Science got massively oversold. Who did that? Who benefits from that?

> The only remaining choice for anti-vaxxers in the face of increasingly contagious variants is take the shot or risk death. Your call.

I think if you call anyone hesitant to take these shots an anti-vaxxer, you contribute to making the narative so everything extreme. Many that are "c19 vaccine hesitant" are vaccinating their children on the locally standard schedule. It is just that this c19 vaccine is a bit different: did not yet stand the test of time and it is in many cases a whole new therapy (mRNA therapy's debut).

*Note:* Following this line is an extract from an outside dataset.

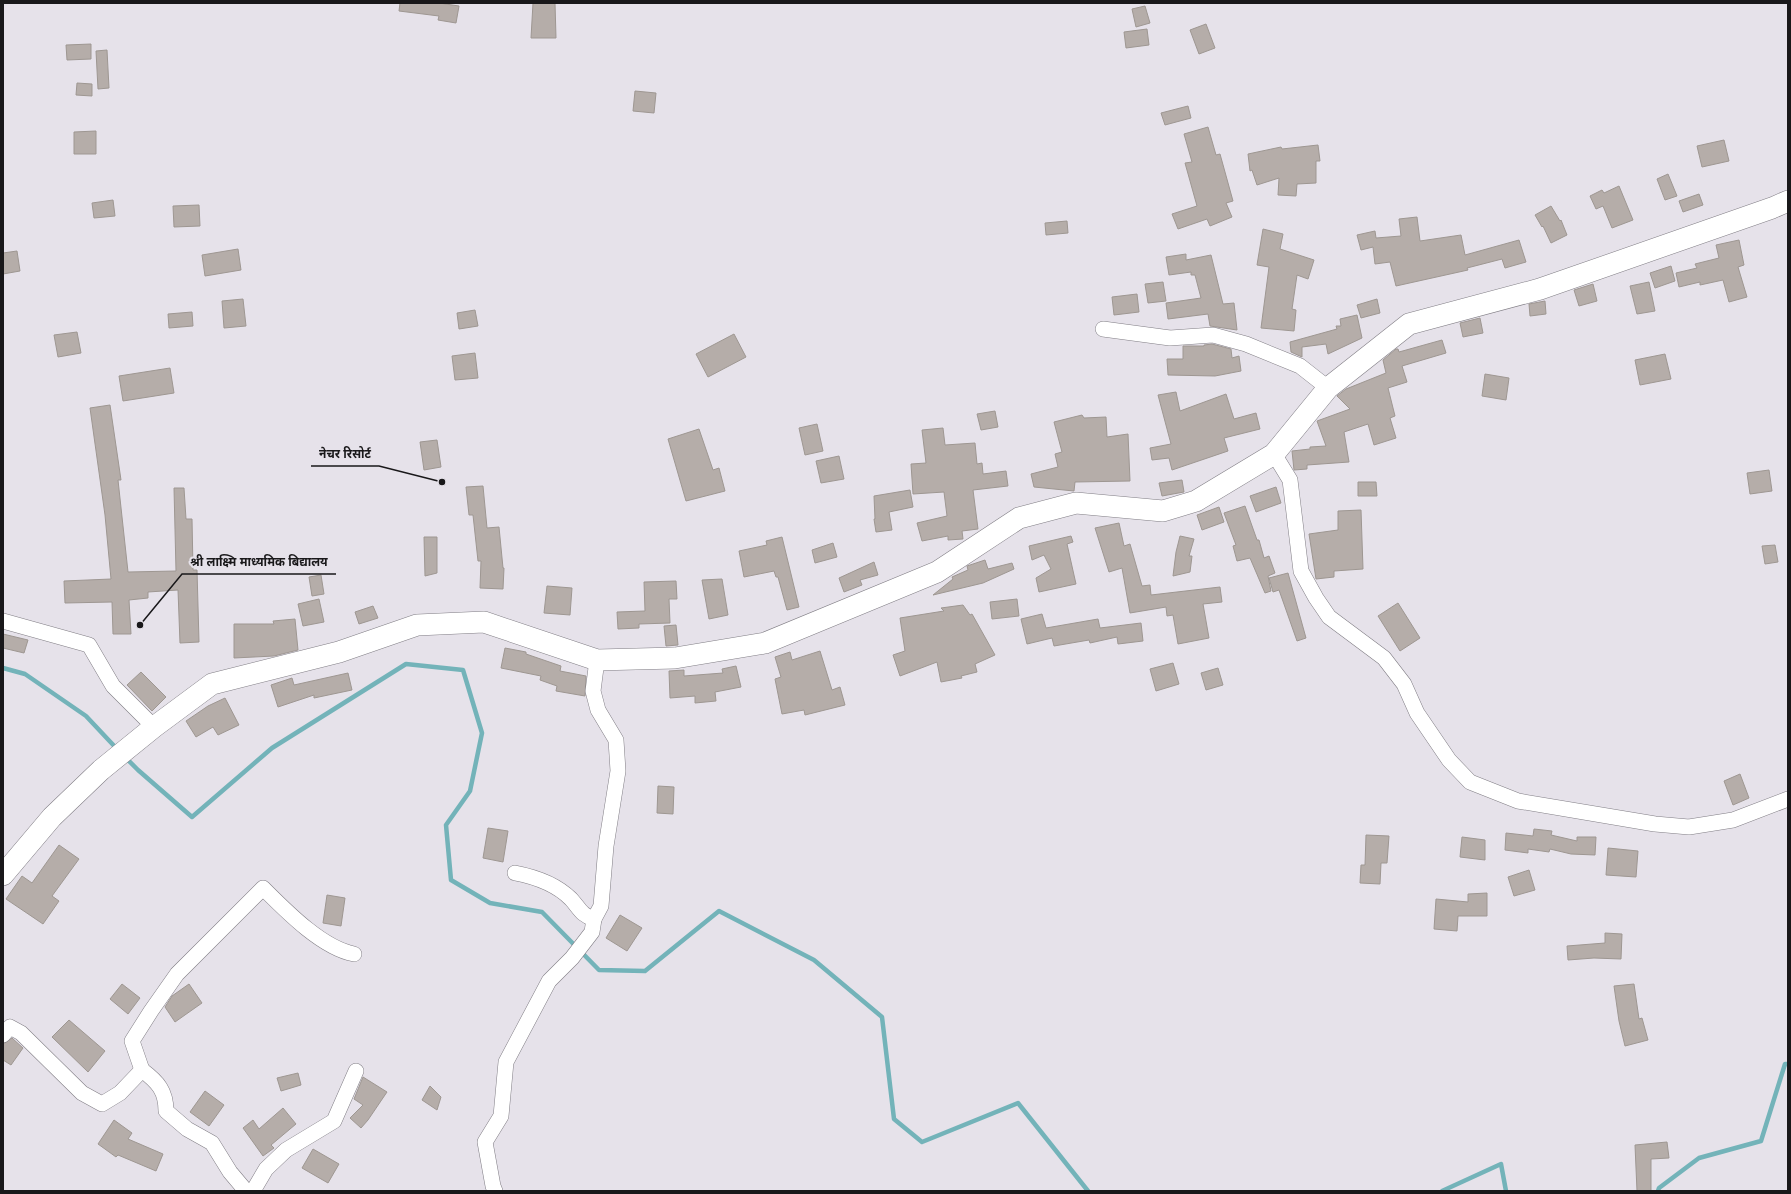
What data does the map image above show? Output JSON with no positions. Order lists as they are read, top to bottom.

> take the shot or risk death

This sounds so dramatic. This choice is everywhere, just not with so much media attention. Diets, traffic accidents, extreme sports, ...

I think we should use vaccines only to protect those at risk, and/or those who want protection by it. Once they have the shot it's over.

The media is pushing a story that we need to all get vaccinated to protect others. I think, given the research, that this is never going to happen (virus will stay in corners of the world with unvaccinated people, virus will have new variants: virus will stay with us).

> "It is just that this c19 vaccine is a bit different: did not yet stand the test of time and it is in many cases a whole new therapy (mRNA therapy's debut)."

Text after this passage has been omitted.